Trading Outlook & Strategy

  • Compradores de ração na Ásia: O tender de Taiwan confirma que as origens brasileira e argentina permanecem altamente competitivas para embarques em agosto–setembro. Considere estender a cobertura de forma moderada em recuos de preço nos futuros, particularmente se os níveis de basis C&F do Brasil permanecerem na faixa baixa de +220 US¢/bu sobre dezembro.
  • Importadores na UE e no Mediterrâneo: Com as expectativas de produção na UE um pouco menores e as exportações do Mar Negro se estabilizando, as indicações CFR atuais baseadas em EUR 0,188–0,19/kg FOB Ucrânia podem representar um valor razoável. Compras escalonadas em quedas adicionais dos futuros parecem prudentes.
  • Produtores na UE/Ucrânia: A combinação de preços locais à vista mais firmes e futuros mais fracos sugere manter disciplina nas vendas, mas evitar retenção excessiva de estoques. Hedge incremental em altas acima dos atuais benchmarks globais de EUR 140/t pode travar margens atrativas, mantendo participação na alta.
  • Especuladores: O mercado está atualmente equilibrado entre demanda estável e oferta abundante, porém carregada de riscos, na América do Sul. Estratégias que se beneficiem de preços em faixa com picos ocasionais induzidos por clima (por exemplo, spreads de call financiados por venda de puts) podem ser mais adequadas do que apostas direcionais simples.

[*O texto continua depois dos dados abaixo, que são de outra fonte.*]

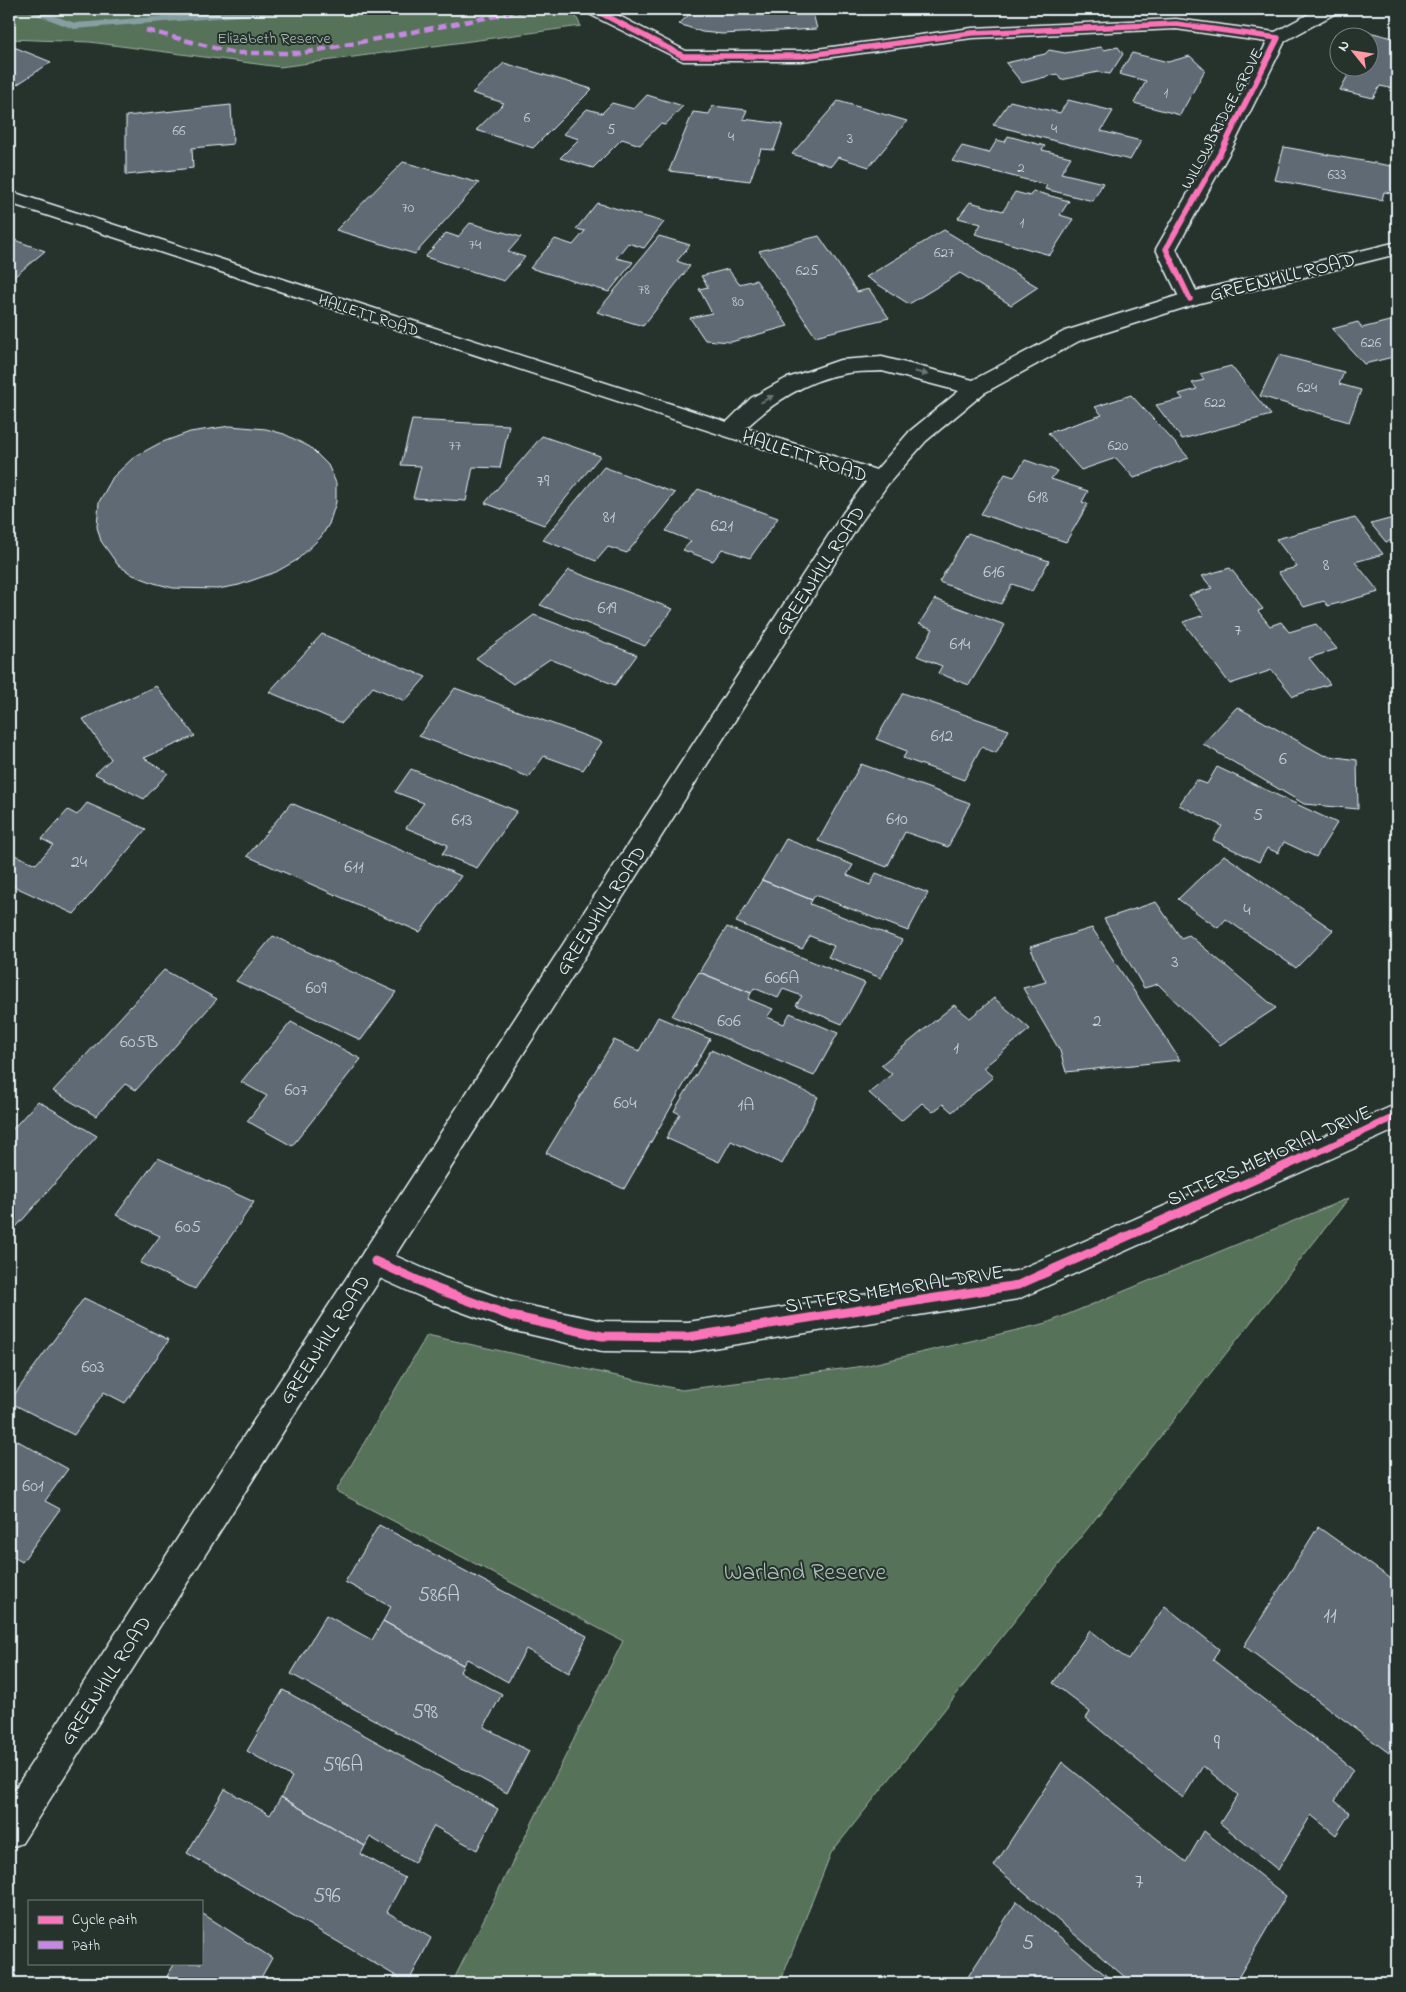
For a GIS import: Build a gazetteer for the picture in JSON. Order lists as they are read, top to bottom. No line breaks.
{"streets":{"main road":["WILLOWBRIDGE GROVE","GREENHILL ROAD","HALLETT ROAD","SITTERS MEMORIAL DRIVE"]},"crossings":[["WILLOWBRIDGE GROVE","GREENHILL ROAD"],["GREENHILL ROAD","HALLETT ROAD"],["GREENHILL ROAD","SITTERS MEMORIAL DRIVE"]],"parks":["Elizabeth Reserve","Warland Reserve"],"house_numbers":["1","6","4","5","66","4","3","2","633","70","1","74","627","625","78","80","626","624","622","77","620","79","618","81","621","8","616","619","7","614","612","6","5","610","613","24","611","4","3","606A","609","606","2","605B","1","607","604","1A","605","603","601","586A","11","598","9","596A","7","596","5"],"legend":["Cycle path","Path"],"north":"top left"}
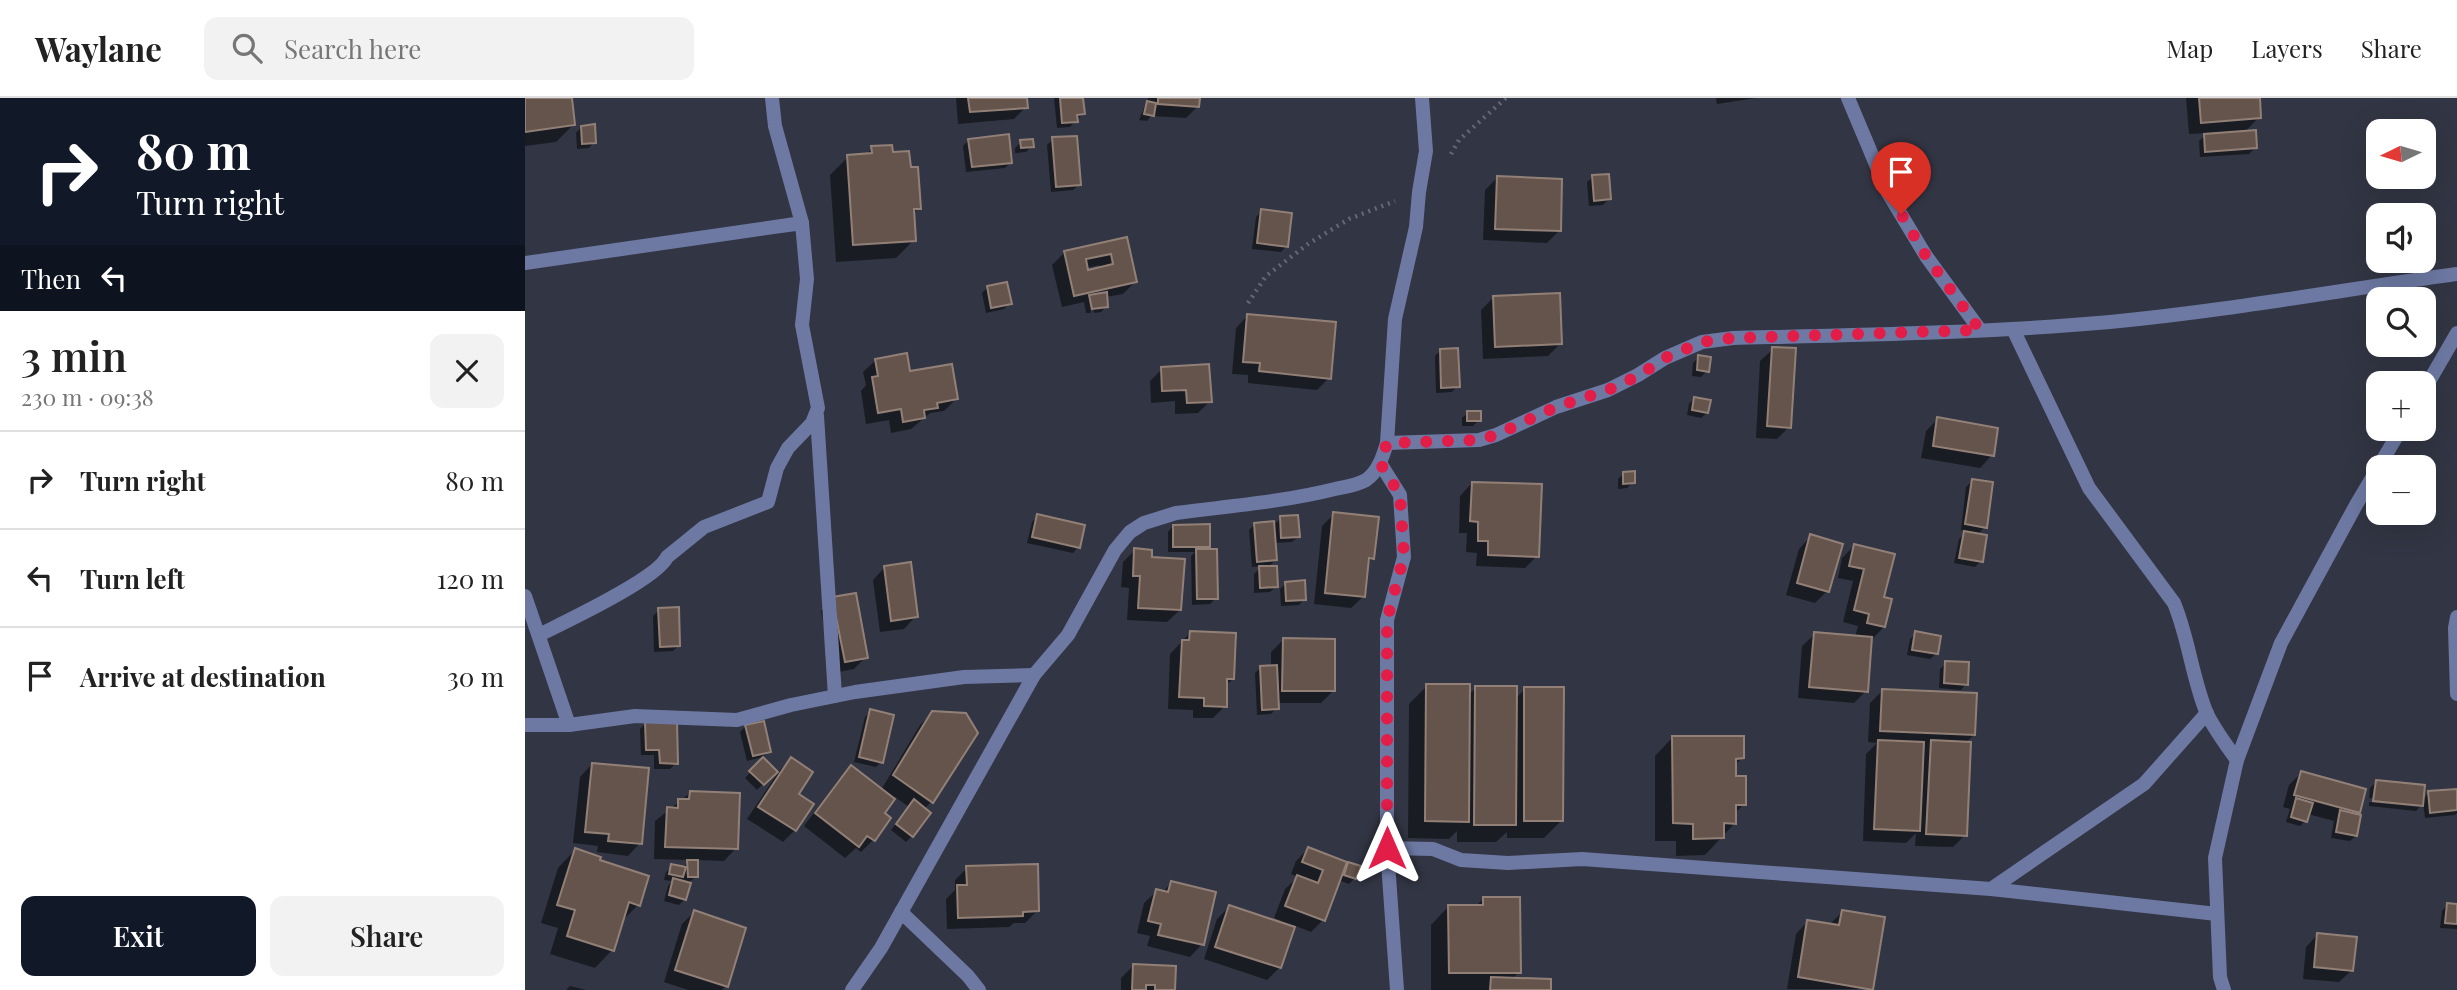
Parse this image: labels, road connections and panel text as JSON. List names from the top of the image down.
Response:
{
  "north": "left",
  "page": {
    "header": "Waylane",
    "search": "Search here",
    "nav": ["Map", "Layers", "Share"],
    "turn": ["80 m", "Turn right"],
    "map_buttons": ["+", "−"],
    "then": "Then",
    "heading": ["3 min", "230 m · 09:38"],
    "list": [
      {
        "name": "Turn right",
        "value": "80 m"
      },
      {
        "name": "Turn left",
        "value": "120 m"
      },
      {
        "name": "Arrive at destination",
        "value": "30 m"
      }
    ],
    "buttons": ["Exit", "Share"]
  }
}
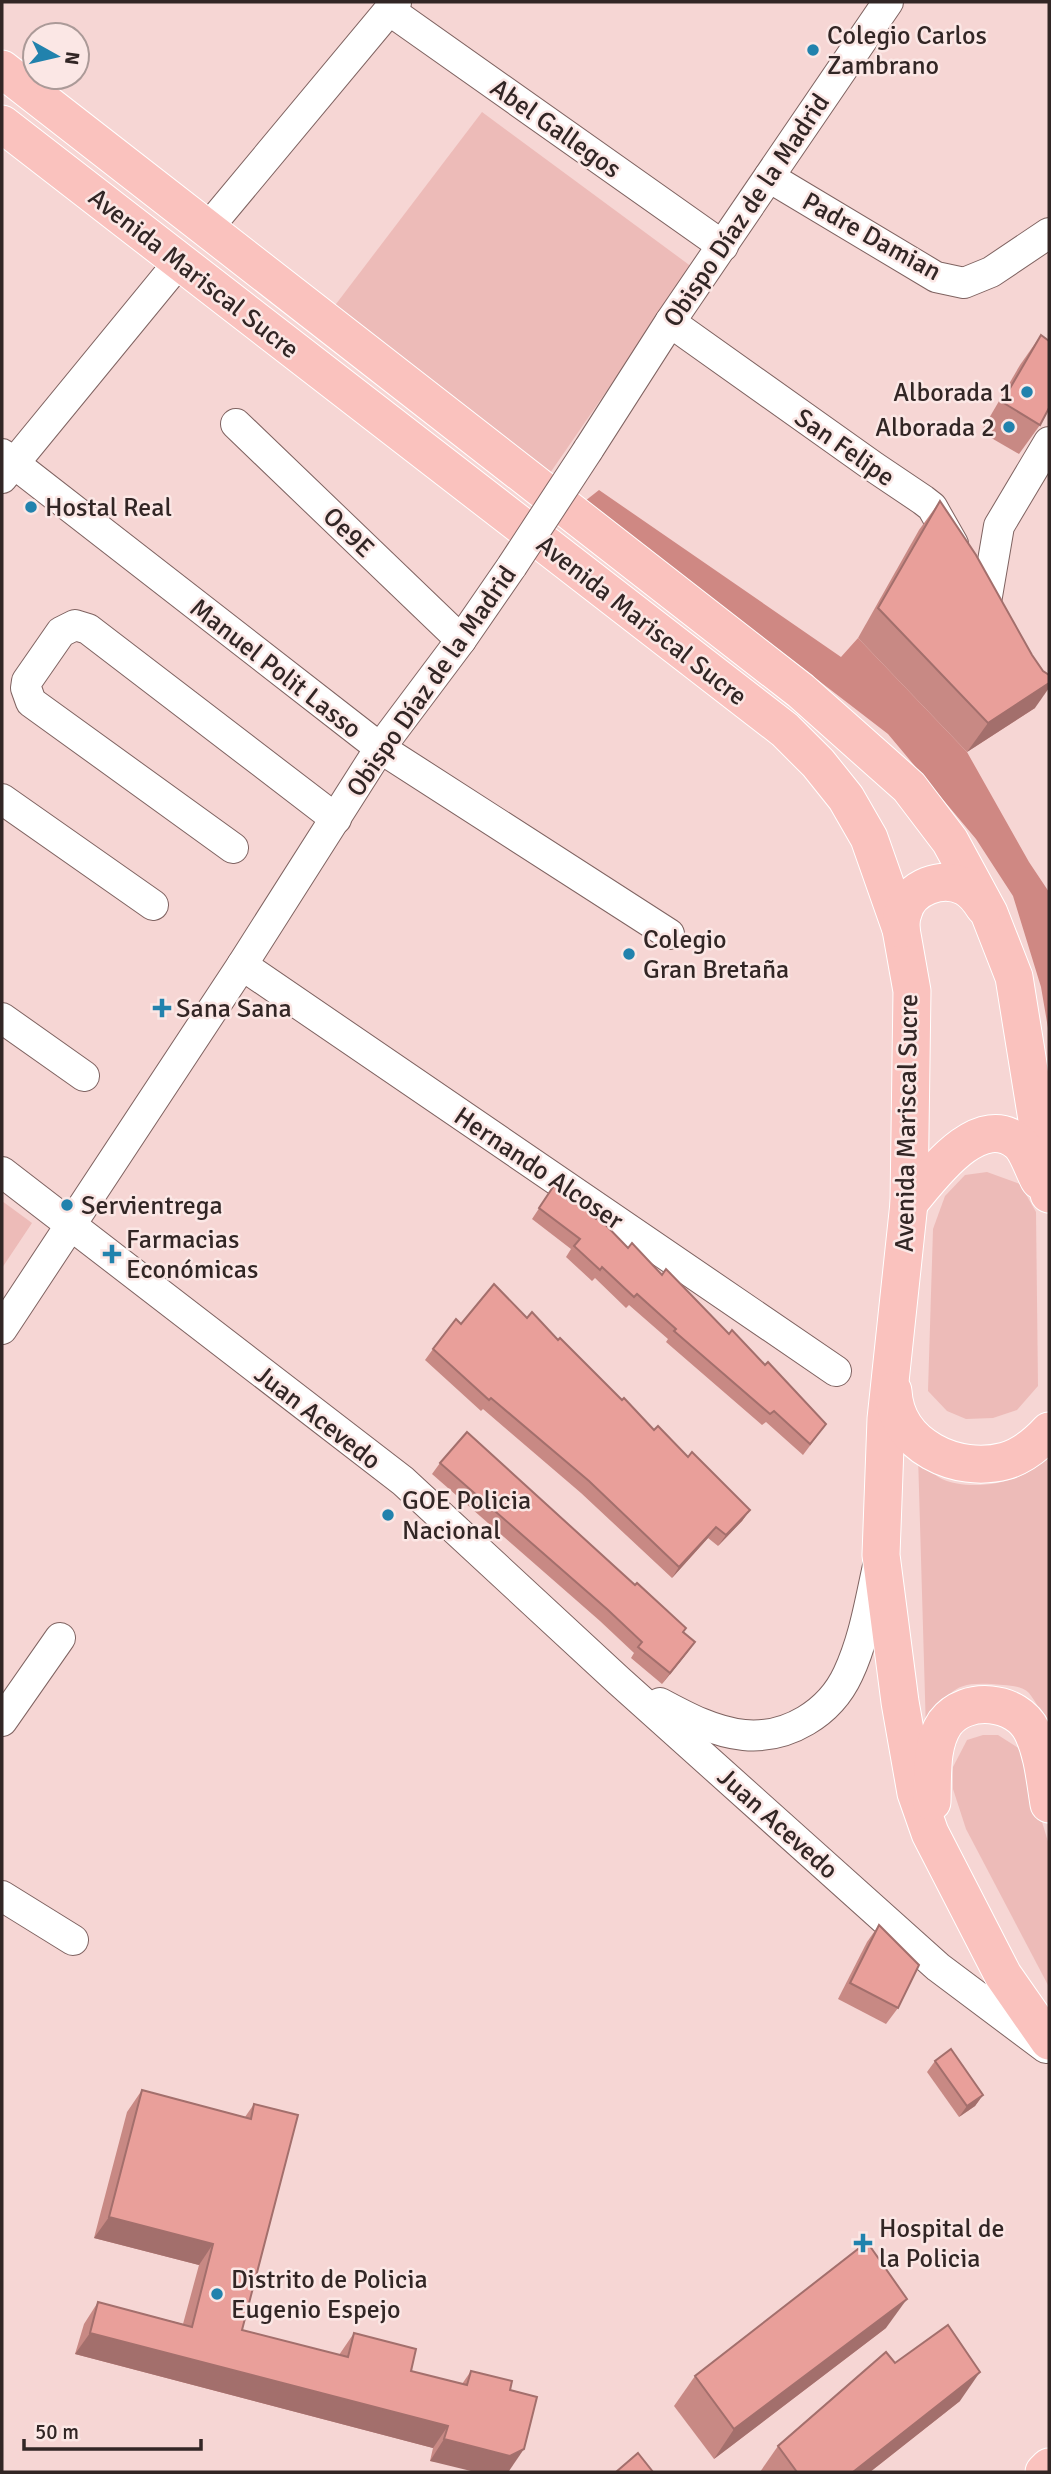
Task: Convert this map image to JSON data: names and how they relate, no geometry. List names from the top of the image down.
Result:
{
  "streets": {
    "main road": ["Avenida Mariscal Sucre"],
    "street": [
      "Abel Gallegos",
      "Obispo Díaz de la Madrid",
      "Padre Damian",
      "San Felipe",
      "Oe9E",
      "Manuel Polit Lasso",
      "Hernando Alcoser",
      "Juan Acevedo"
    ]
  },
  "crossings": [
    ["Abel Gallegos", "Obispo Díaz de la Madrid"],
    ["Obispo Díaz de la Madrid", "Padre Damian"],
    ["Obispo Díaz de la Madrid", "San Felipe"],
    ["Obispo Díaz de la Madrid", "Oe9E"],
    ["Obispo Díaz de la Madrid", "Manuel Polit Lasso"],
    ["Obispo Díaz de la Madrid", "Hernando Alcoser"],
    ["Obispo Díaz de la Madrid", "Juan Acevedo"],
    ["Avenida Mariscal Sucre", "Juan Acevedo"]
  ],
  "places": {
    "other": [
      "Colegio Carlos Zambrano",
      "Alborada 1",
      "Alborada 2",
      "Hostal Real",
      "Colegio Gran Bretaña",
      "Servientrega",
      "GOE Policia Nacional",
      "Distrito de Policia Eugenio Espejo"
    ],
    "health": ["Sana Sana", "Farmacias Económicas", "Hospital de la Policia"]
  },
  "scale_bar": "50 m",
  "north": "right"
}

3‑Day Price Indication (Directional)

  • Físico em área EUR (França FOB, Alemanha EXW): Levemente firme a lateralizado; preços locais devem se manter em torno de EUR 0,24–0,28/kg enquanto a paridade de exportação seguir dando suporte.
  • Mar Negro (Ucrânia FOB/CPT): Estável com leve viés de alta; vendas limitadas de agricultores e demanda de exportação constante devem manter níveis próximos de EUR 0,188–0,19/kg.
  • Benchmarks globais (futuros dezembro, equivalente em EUR): Lateralizados a levemente fracos, negociando em torno de EUR 135–142/t na ausência de surpresas climáticas relevantes ou novos tenders de grande escala.